Specs of glitter coated everything within a foot radius of her; having fallen off during her basic movements like a trail of fairy dust from that movie I always used to watch as a child.
It's funny how I'd ended up with Helga here in my car, the events around the entire night blurring together from when it all started mere weeks ago. Back when prom was still up and coming and there was plenty of time to finish the details that people freaked out about much more than humanly necessary.
People, like Rhonda Wellington Lloyd.
"Today is your LAST CHANCE to purchase tickets for the Senior Prom, Ladies and Gentlemen," she'd announced over the intercom that Wednesday morning as we sat in homeroom for our weekly 15 minutes. "That means if you haven't asked that SPECIAL SOMEONE out yet, hop to it! What have you got to lose? The worst they could SAY is NO."
There was a fumbling of the microphone amid a few muffled, "Hey! I was using that!"'s and then finally followed by the principal's clearing of their throat and finishing up the morning announcements.
"Thank you, Miss Lloyd for those... encouraging words." A few people in the room chuckled, though most everyone was involved in their own conversations, completely captivated by their own lives that didn't revolve around prom.
"Now, Announcements for prom royal court will be announced at the end of the day, so PLEASE stop asking. That is all."
A click of the microphone rang through the speakers, leaving us to our remaining 10 minutes of time-wasting before first period began.
I swung my legs around under my desk so I could face Gerald who was playing with a pen as he sat behind me. "You taking Phoebe to prom yet?"
Gerald tapped the top of the pen in a cool rhythm on the old wood of the desk top, a smirk on his lips. "Mayyyyybe."
"So you finally asked her?" I pressed, my excitement for him evident, though he shrugged it all off as if it were nothing.
"This morning.
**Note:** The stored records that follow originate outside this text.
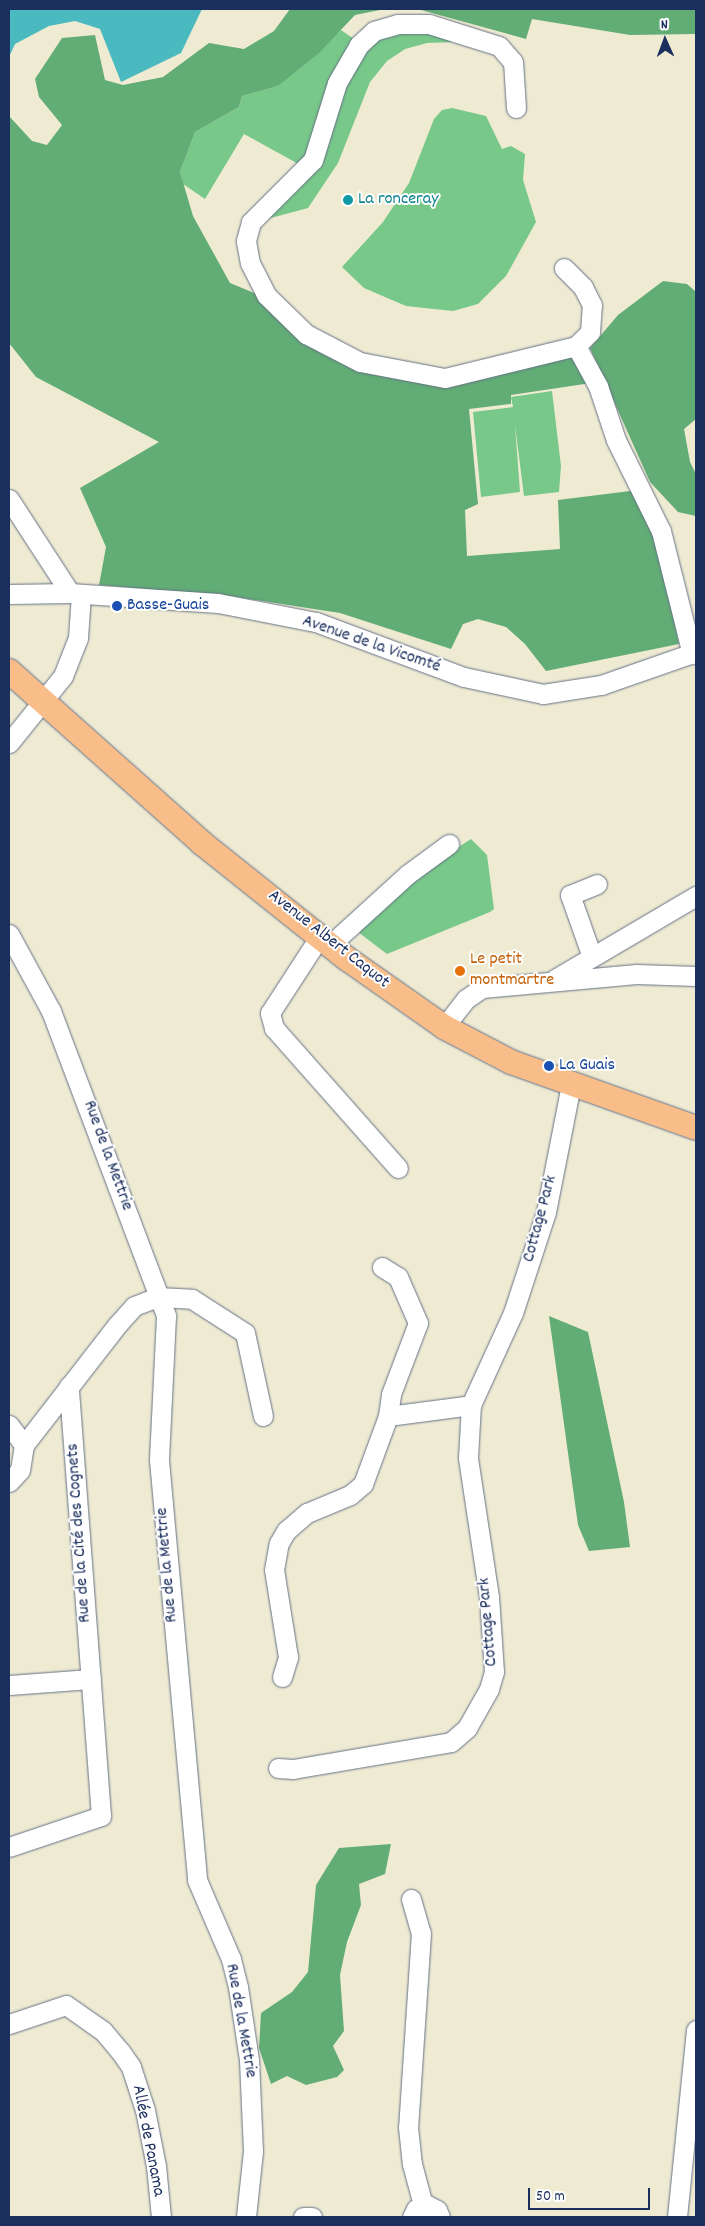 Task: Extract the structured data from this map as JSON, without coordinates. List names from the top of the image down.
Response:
{
  "streets": {
    "main road": ["Avenue Albert Caquot"],
    "street": [
      "Avenue de la Vicomté",
      "Rue de la Mettrie",
      "Cottage Park",
      "Rue de la Cité des Cognets",
      "Allée de Panama"
    ]
  },
  "crossings": [
    ["Avenue Albert Caquot", "Cottage Park"]
  ],
  "places": [
    "La ronceray",
    "Basse-Guais",
    "Le petit montmartre",
    "La Guais"
  ],
  "scale_bar": "50 m",
  "north": "top"
} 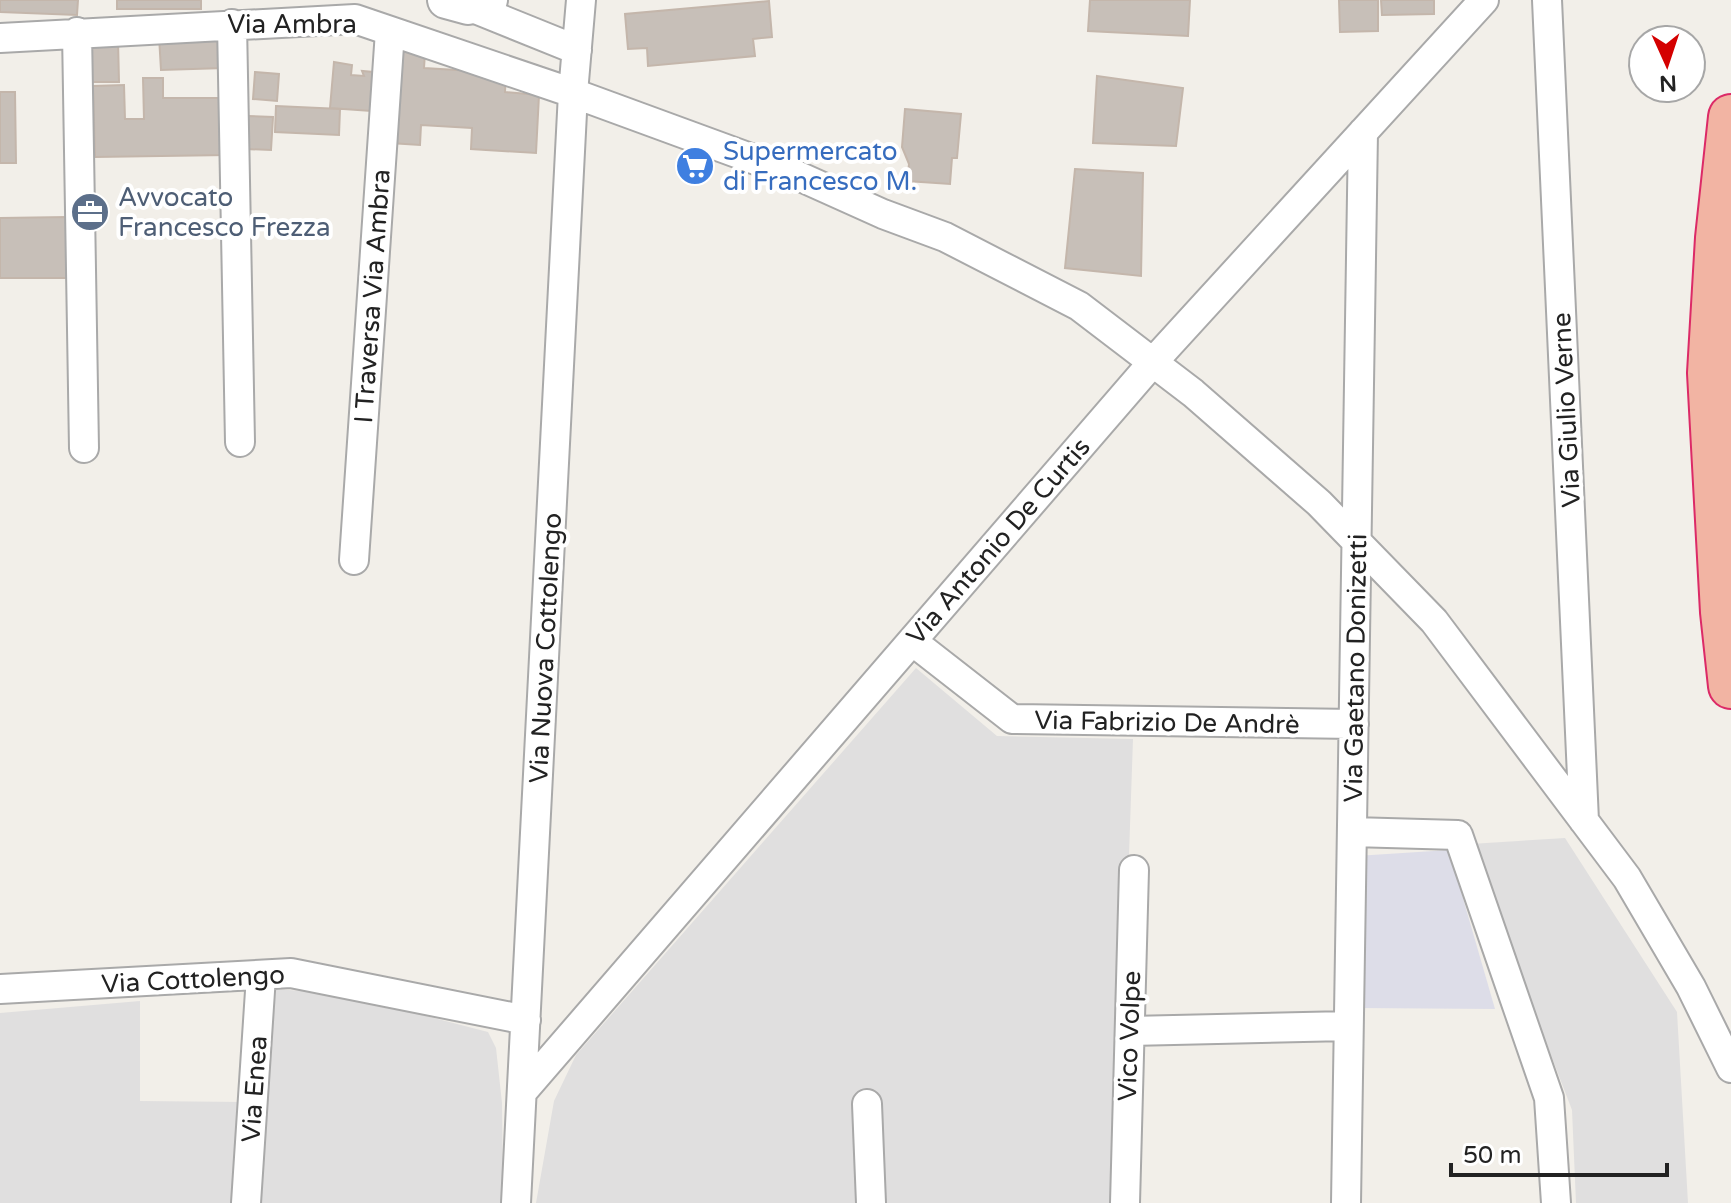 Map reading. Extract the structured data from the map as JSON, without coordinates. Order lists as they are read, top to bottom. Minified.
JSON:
{"streets":{"street":["Via Ambra","I Traversa Via Ambra","Via Giulio Verne","Via Antonio De Curtis","Via Nuova Cottolengo","Via Gaetano Donizetti","Via Fabrizio De Andrè","Via Cottolengo","Vico Volpe","Via Enea"]},"crossings":[["Via Ambra","I Traversa Via Ambra"],["Via Ambra","Via Giulio Verne"],["Via Ambra","Via Antonio De Curtis"],["Via Ambra","Via Nuova Cottolengo"],["Via Ambra","Via Gaetano Donizetti"],["Via Antonio De Curtis","Via Nuova Cottolengo"],["Via Antonio De Curtis","Via Gaetano Donizetti"],["Via Antonio De Curtis","Via Fabrizio De Andrè"],["Via Nuova Cottolengo","Via Cottolengo"],["Via Gaetano Donizetti","Via Fabrizio De Andrè"],["Via Cottolengo","Via Enea"]],"places":{"supermarket":["Supermercato di Francesco M."],"office":["Avvocato Francesco Frezza"]},"scale_bar":"50 m","north":"bottom"}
By her locker." He enunciated each syllable looking at me with a smug glint in his eyes as he talked.
"Good for you, man." I nodded, a proud smile on my face. "You'll have a great time."
Gerald eyed me for a moment, his brow raising high up on his forehead, "You still haven't asked anyone?"
I shrugged my shoulders, the thought not something I spent too much time on. "Who would I take?"
"Anyone, Arnold. There are plenty of girls dying to have you as arm candy at Grand March..." His voice trailed off in a sing-songy tease but I shook my head not letting him get to me.
"I don't know, Gerald, there just isn't anyone I really want to take. Besides, I'd much rather just go without any strings attached to anyone. The last thing I want is drama like Junior Prom had."
Gerald and I made a face at each other, the memories of Rhonda's after-party coming back to haunt us at the mere mention of it.
"I still can't believe Lila PULLED that on you, man..." Gerald commented, though I had already expected this response before he even opened his mouth.
"Let's just... not talk about that."
"I mean- she really threw you a curveball, she did." He kept going, though I tried to stop him in his word-tracks.
"Gerald..." I scolded, but he just KEPT going.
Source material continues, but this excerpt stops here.